Page MenuHomeElementl

RFC object_manager_from_intermediate_storage
ClosedPublic

Authored by yuhan on Dec 16 2020, 10:21 PM.

Details

Summary

RFC: I added instance as an additional attribute to InitResourceContext
because in order to convert intermediate_storage_def to intermediate_storage (which is what IntermediateStorageAdapter takes),
the system needs InitIntermediateStorageContext, and InitIntermediateStorageContext takes many required args which are not currently
available in InitResourceContext.
Adding instance to InitResourceContext allows us to get all the info InitIntermediateStorageContext needs, see [1]

Test Plan

unit

Diff Detail

Repository
R1 dagster
Lint
Lint Not Applicable
Unit
Tests Not Applicable

Event Timeline

yuhan added inline comments.
python_modules/dagster/dagster/core/storage/system_storage.py
139–145

[1] init_context.instance isn't available currently. adding it would unblock getting the following info

Harbormaster returned this revision to the author for changes because remote builds failed.Dec 16 2020, 10:39 PM
Harbormaster failed remote builds in B23058: Diff 28034!

run_id -> pipeline_run
instance -> instance_for_backwards_compat

yuhan requested review of this revision.Dec 17 2020, 1:14 AM
python_modules/dagster/dagster/core/execution/resolve_versions.py
174–181

@cdecarolis does intermediate storage work with memoization and versioning?
don't think it would work with the intermediate storage adapter now, because the object_manager created from intermediate storage won't have the has_asset method. what do you think?

python_modules/dagster/dagster/core/execution/resolve_versions.py
174–181

I removed memoization support for intermediate storage, it only works with asset store now, so don't worry about preserving compat there.

This all looks good to me, but seems like a pretty impactful change, so will leave it to those who understand the ramifications better.

python_modules/dagster/dagster/core/execution/context/init.py
43

Is this intentionally not-documented because its intended for internal usage?

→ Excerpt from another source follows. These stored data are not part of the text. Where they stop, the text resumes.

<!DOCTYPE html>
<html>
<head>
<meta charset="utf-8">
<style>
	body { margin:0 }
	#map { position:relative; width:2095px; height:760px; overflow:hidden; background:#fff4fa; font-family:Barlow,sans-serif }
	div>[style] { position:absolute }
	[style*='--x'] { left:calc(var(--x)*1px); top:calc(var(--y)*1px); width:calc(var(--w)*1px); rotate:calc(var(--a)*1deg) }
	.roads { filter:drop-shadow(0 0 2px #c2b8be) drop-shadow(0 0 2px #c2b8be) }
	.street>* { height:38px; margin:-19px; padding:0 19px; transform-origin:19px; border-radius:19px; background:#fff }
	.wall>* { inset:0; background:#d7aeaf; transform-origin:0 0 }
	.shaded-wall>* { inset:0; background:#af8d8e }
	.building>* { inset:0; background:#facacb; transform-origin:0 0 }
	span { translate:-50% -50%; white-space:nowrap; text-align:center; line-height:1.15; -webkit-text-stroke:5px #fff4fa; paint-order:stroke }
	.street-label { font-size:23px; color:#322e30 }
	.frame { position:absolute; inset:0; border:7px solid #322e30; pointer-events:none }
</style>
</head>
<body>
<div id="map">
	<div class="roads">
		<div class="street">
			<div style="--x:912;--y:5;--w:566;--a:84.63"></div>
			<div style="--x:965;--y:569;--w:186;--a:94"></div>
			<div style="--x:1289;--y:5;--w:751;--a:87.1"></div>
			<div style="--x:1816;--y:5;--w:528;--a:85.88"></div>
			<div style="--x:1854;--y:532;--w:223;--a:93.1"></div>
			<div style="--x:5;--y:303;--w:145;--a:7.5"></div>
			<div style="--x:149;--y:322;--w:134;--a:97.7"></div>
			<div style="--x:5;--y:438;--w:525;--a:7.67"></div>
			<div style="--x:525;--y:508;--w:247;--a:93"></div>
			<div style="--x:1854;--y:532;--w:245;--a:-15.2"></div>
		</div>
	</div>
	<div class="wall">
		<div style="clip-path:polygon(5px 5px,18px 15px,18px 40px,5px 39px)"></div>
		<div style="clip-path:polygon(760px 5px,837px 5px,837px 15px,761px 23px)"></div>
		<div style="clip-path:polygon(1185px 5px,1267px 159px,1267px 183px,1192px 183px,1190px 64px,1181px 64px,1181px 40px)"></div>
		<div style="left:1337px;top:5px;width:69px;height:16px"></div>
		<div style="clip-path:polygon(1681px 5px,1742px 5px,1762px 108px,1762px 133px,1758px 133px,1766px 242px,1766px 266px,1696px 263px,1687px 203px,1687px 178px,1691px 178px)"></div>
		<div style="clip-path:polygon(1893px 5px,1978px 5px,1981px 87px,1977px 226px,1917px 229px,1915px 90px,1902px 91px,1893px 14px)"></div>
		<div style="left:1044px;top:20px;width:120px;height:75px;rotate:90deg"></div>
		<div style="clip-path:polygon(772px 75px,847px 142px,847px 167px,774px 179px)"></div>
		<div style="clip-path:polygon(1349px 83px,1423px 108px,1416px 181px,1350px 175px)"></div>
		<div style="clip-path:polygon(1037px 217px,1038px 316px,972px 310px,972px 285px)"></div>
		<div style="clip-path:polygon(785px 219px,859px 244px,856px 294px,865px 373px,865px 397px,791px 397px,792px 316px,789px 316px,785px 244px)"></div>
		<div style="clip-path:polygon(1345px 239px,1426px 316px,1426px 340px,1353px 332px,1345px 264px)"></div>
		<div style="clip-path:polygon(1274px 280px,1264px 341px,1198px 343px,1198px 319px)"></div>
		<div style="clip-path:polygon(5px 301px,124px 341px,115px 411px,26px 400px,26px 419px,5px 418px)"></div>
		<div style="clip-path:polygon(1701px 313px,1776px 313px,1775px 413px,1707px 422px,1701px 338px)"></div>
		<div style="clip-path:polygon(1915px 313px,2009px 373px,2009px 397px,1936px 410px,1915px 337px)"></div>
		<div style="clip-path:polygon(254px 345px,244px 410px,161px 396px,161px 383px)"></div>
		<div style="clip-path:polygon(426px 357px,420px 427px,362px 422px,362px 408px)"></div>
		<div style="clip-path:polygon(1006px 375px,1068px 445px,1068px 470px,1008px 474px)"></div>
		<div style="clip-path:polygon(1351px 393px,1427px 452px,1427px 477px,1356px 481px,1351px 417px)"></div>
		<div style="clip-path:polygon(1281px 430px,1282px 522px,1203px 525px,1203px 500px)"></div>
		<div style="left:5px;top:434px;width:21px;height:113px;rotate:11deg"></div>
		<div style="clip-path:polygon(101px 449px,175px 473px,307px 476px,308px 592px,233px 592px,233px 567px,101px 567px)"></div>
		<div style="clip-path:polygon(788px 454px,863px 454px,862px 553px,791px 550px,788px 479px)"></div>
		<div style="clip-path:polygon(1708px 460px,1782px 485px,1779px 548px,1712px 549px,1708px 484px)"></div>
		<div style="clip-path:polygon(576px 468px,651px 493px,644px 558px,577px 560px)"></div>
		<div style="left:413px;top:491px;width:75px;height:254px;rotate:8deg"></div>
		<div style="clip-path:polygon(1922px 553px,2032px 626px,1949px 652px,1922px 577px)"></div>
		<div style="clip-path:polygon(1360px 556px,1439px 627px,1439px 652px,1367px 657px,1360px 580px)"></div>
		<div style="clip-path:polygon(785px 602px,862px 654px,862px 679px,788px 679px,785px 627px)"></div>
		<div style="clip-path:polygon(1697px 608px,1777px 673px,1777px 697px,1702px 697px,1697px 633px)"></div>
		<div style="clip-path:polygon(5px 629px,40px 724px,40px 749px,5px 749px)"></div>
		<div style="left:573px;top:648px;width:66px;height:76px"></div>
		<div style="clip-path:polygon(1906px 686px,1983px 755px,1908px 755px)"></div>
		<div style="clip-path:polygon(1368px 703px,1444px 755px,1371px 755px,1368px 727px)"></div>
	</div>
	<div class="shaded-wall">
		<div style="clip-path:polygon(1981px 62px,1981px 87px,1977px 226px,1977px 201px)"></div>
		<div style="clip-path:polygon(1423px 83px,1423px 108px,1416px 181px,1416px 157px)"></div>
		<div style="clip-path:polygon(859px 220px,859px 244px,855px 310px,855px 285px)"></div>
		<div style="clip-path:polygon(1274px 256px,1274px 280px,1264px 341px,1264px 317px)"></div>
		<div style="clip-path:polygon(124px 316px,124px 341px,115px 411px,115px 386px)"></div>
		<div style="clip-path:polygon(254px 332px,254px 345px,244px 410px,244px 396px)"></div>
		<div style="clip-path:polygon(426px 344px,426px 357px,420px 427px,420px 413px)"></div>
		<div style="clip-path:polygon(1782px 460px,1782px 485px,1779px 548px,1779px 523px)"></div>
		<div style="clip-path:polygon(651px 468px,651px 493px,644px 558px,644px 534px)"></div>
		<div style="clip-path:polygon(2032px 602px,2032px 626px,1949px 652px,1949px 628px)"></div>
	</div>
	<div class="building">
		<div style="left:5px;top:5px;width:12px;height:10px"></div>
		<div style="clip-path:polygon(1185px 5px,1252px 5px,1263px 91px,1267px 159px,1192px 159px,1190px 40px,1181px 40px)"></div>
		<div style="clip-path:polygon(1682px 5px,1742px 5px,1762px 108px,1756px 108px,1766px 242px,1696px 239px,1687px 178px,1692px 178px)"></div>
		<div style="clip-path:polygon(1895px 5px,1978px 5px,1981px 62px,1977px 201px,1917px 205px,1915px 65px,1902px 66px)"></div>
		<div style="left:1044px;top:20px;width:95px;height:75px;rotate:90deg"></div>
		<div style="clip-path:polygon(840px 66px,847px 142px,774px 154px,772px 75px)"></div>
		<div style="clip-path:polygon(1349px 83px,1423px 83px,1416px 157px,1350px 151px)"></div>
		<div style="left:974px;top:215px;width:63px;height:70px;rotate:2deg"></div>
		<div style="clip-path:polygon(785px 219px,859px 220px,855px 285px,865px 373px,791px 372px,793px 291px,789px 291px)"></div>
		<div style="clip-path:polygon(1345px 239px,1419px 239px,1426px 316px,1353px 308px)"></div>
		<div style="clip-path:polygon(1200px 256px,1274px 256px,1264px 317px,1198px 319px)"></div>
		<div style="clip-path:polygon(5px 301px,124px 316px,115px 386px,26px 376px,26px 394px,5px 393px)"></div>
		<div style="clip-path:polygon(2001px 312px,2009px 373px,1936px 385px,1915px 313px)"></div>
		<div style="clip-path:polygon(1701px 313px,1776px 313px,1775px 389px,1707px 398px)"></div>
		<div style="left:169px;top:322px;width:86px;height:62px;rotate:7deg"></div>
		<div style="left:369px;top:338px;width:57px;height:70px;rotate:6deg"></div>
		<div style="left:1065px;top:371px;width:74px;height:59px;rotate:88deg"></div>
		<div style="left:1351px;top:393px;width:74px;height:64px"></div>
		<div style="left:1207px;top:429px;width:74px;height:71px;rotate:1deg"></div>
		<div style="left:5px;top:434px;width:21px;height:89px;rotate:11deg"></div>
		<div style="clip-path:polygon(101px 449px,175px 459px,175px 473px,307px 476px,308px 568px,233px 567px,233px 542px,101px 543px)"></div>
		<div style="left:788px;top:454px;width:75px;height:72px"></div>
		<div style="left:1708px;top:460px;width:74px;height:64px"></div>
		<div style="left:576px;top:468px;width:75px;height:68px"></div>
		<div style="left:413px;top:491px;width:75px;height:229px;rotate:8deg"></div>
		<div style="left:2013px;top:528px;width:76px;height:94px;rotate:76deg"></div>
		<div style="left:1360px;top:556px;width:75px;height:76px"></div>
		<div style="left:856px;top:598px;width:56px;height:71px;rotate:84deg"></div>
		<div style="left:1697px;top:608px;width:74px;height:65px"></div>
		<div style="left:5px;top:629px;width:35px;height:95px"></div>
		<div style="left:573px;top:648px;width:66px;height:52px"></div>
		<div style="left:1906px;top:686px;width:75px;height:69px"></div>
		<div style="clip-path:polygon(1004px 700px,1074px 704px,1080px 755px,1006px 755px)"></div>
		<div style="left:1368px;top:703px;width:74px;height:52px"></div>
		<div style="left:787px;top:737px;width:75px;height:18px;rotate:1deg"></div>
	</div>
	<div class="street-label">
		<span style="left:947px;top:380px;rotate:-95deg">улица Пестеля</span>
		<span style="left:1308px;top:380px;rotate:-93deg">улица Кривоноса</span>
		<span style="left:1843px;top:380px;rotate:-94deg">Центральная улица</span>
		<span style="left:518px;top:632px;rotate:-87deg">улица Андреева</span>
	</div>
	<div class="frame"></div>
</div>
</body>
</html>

This revision is now accepted and ready to land.Dec 21 2020, 9:35 PM
python_modules/dagster/dagster/core/execution/context/init.py
43

yep thats also the reason why we named it this bad

yuhan requested review of this revision.Dec 22 2020, 1:40 AM

cc @schrockn regarding D5709 which dropped pipeline_def from resource init context

i just realized that intermediate storage context here needed pipeline_def... i thought i could get it from pipeline_run..

What I could do here, given we've removed pipeline_def from InitResourceContext, are:
Option #1

  • drop pipeline_def from InitIntermediateStorageContext
  • unfortunately, mode_def and type_storage_plugin_registry are both depending on pipeline_def. while dropping mode_def might be fine, type_storage_plugin_registry is kinda critical to intermediate storage (it needs the pipeline_def.all_dagster_types(), so i guess I would need to do a db call from instance to fetch the pipeline snapshot then get the mode_def and all_dagster_types there, i.e. instance.get_pipeline_snapshot(pipeline_run.pipeline_snapshot_id).. cc @sandyryza i guess a db call shouldn't be too bad because it is already a rare case that a user would want to migrate a custom intermediate storage to object manager (i.e. a user calls this method)?

Option #2

  • add pipeline_def back to InitResourceContext as a bad name as pipeline_def_for_backwards_compat which will be optional and only used by this intermediate storage creation path.

Thoughts?

I can either revert it or we can add the backwards compat variant. Your call!

pipeline_def_for_backwards_compat then. it will be used in this code path only.

pipeline_def -> pipeline_def_for_backwards_compat

This revision is now accepted and ready to land.Dec 22 2020, 12:48 PM
This revision was automatically updated to reflect the committed changes.